1. This is a petition by the liquidators of the Coronation Mills Co. Ltd. for rectification of the register by the deletion of the names of Sir Shapurji B. Broacha, Mr. Chhoi and Mr. Kuka in respect of 79, 60 and 61 shares respectively.
2. The company was incorporated in 1902 with a share capital of Rs. 7,00,000 made up of 1400 shares of Rs. 500 each. Two hundred of these shares were not issued, and, on the 17th of November 1919, the directors held a meeting at which five directors were present. These were the two liquidators and the three gentlemen above-named. At this meeting the following resolution was passed:-
That the 200 shares which have not been taken up, be sold at the rate of Rs. 1200 per share to Sir Shapurji B. Broaoha and Messrs. Chhoi and Kuka in the proportions of their present holdings.
3. In accordance with this resolution, shares were allotted as stated in the petition.
4. By the Articles of Association, the allotment is in the absolute discretion of the directors, and the sole question raised in this petition is, whether the allotment is a valid one. The Articles of Association require a quorum of at least three for a directors' meeting, and Article 104 is in the same terms as Section 91 B of the Indian Companies Act, and, under this Article, by the operation of this section, no director can as a director vote on any contract or arrangement in which he is either directly or indirectly concerned or interested.
5. The case for the petitioners is that the three directors, Sir Shapurji, Chhoi and Kuka, were interested in the contracts or arrangement which were subject to the resolution, and that therefore there was no quorum for its consideration, for no director is entitled to join in forming a quorum for the consideration of matters in respect of which he is not entitled to vote: In re Greymouth Point Elizabeth Railway and Goal Company Limited.  1 Ch. 32.
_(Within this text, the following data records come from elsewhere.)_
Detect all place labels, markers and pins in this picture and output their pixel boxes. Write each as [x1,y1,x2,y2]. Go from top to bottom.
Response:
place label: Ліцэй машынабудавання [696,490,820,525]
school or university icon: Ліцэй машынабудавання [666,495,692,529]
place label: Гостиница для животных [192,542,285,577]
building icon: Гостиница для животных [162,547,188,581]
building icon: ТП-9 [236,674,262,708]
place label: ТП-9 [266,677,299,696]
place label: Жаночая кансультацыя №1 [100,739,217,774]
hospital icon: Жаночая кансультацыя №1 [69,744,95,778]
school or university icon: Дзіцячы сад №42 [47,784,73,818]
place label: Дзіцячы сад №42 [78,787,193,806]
6. The case for the respondents is that an allotment of shares is a contract and that the resolution is in effect three contracts of allotment to each of the three directors and that four directors were entitled to vote for allotting shares to the fifth and to form a quorum for that purpose.
7. The authorities are against a single resolution being split up in this way: Young v. Naval, Military, and Civil Service Co-operative Society of South Africa11 [l905] 1 K.B. 687. and particularly the recent and similar case of Neal v. Quinn.  W.N. 223.
8. Mr. Desai challenges these cases and contends that they confuse contract with resolution. I think, however, that these cases are correctly decided. An allotment of shares is a contract and it may be conceded that the three contracts were the subject of one vote recorded in one resolution. The question is, whether that one vote is divisible as suggested into three votes. I think not, firstly, because in fact it was one vote and not three, secondly, because each of the contracts was not considered separately on its merits, and, thirdly, because each director was interested in the allotments to the other two and probably voted for them in consideration of an allotment to himself.
9. Again, although there were three contracts, there was only one arrangement, i. e, an arrangement for the disposal of an unissued block of 200 shares and the resolution dealt with the matter
10. Therefore, whether the subject-matter be considered as three contracts or as one arrangement, the three directors were not entitled to vote and that there was no quorum. The resolution and the allotments were, therefore, invalid.
11. I need hardly say that there is no reason to doubt the bona fides of the directors, but although there was no moral delinquency, the allotment is bad in law.
12. I, therefore, order the rectification of the register as prayed, and allow this petition with costs.